--- MATERIAL FOR THIS TASK Enclosed Below ---

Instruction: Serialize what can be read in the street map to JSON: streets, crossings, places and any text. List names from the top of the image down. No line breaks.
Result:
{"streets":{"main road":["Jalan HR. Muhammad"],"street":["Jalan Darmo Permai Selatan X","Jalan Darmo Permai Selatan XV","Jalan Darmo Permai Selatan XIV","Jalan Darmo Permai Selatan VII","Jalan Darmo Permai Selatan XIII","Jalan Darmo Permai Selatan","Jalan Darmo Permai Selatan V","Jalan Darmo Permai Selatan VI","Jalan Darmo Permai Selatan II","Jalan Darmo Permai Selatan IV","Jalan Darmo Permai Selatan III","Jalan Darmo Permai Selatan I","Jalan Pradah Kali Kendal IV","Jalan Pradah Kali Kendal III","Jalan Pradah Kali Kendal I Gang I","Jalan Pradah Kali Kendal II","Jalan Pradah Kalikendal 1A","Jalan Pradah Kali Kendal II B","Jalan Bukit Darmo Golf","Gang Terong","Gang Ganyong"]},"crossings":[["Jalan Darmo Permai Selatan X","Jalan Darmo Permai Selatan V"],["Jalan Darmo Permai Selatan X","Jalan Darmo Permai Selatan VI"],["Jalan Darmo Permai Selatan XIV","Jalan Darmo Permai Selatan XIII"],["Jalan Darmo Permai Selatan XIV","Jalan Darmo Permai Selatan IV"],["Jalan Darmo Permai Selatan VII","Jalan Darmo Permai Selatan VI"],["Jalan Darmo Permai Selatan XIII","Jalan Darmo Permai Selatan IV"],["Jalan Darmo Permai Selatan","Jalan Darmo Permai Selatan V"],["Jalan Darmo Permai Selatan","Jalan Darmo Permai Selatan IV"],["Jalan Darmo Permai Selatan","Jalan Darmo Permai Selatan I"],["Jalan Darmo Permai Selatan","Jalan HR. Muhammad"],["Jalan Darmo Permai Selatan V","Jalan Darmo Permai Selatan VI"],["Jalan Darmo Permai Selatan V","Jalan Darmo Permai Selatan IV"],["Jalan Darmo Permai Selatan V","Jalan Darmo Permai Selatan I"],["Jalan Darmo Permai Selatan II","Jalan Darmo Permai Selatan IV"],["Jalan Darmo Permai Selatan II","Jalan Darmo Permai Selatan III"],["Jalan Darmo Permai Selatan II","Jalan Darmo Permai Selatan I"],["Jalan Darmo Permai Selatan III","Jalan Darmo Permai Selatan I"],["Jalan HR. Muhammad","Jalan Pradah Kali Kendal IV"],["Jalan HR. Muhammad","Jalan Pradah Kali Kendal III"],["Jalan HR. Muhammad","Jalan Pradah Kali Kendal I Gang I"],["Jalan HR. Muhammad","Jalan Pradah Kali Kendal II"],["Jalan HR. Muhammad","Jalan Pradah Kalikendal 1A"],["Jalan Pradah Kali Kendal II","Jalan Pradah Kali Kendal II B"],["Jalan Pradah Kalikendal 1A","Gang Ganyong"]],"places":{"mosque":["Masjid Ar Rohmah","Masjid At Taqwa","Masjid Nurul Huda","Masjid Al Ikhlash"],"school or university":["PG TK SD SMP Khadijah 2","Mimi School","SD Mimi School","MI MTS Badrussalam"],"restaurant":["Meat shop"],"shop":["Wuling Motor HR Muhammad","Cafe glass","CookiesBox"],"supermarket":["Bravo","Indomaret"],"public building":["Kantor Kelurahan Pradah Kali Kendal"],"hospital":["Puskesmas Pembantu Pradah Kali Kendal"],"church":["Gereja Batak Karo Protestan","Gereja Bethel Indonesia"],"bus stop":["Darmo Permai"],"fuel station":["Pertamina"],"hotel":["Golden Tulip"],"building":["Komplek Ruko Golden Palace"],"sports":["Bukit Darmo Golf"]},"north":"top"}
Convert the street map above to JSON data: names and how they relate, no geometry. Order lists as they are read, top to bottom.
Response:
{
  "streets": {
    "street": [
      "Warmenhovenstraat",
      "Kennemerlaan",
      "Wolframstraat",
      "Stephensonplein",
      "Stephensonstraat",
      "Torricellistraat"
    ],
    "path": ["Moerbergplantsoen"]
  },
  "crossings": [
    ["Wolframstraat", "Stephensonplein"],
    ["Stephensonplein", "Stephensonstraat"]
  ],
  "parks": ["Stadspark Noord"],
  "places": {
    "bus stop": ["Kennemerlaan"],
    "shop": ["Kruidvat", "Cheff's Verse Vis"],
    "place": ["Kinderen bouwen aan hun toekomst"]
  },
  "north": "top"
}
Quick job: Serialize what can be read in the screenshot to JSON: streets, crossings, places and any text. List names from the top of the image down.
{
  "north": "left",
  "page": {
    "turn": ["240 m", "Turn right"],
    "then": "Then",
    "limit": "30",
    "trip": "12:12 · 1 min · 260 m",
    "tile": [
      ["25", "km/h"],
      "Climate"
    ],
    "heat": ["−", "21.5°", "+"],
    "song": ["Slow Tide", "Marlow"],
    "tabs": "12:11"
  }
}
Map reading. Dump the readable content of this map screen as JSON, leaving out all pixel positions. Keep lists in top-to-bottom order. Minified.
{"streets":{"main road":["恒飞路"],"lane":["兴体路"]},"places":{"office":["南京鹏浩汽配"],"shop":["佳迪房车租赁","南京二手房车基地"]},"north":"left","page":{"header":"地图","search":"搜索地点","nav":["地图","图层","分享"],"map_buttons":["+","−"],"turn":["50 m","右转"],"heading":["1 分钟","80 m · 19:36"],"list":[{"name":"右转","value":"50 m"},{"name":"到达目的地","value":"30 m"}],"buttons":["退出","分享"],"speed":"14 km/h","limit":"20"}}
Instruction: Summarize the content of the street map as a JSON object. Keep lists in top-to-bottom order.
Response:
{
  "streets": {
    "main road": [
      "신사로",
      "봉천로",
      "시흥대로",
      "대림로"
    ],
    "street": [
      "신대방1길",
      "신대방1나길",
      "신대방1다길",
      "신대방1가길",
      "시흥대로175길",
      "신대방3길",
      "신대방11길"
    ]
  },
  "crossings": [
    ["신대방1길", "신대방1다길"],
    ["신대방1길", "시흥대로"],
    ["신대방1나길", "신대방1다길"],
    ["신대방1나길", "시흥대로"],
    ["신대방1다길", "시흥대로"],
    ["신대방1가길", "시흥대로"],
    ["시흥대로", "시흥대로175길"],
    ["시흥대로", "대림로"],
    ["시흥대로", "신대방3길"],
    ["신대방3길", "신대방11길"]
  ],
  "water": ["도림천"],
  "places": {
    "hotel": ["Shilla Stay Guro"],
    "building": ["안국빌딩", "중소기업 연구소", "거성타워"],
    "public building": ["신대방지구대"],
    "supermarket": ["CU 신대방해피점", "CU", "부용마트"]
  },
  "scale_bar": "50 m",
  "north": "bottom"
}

--- End of Enclosed MATERIAL FOR THIS TASK ---

**EXERCISE REQUIREMENTS**:
Return only those lines of the records that contain the string "lists".

**FINAL ANSWER**:
Convert the street map above to JSON data: names and how they relate, no geometry. Order lists as they are read, top to bottom.
Map reading. Dump the readable content of this map screen as JSON, leaving out all pixel positions. Keep lists in top-to-bottom order. Minified.
Instruction: Summarize the content of the street map as a JSON object. Keep lists in top-to-bottom order.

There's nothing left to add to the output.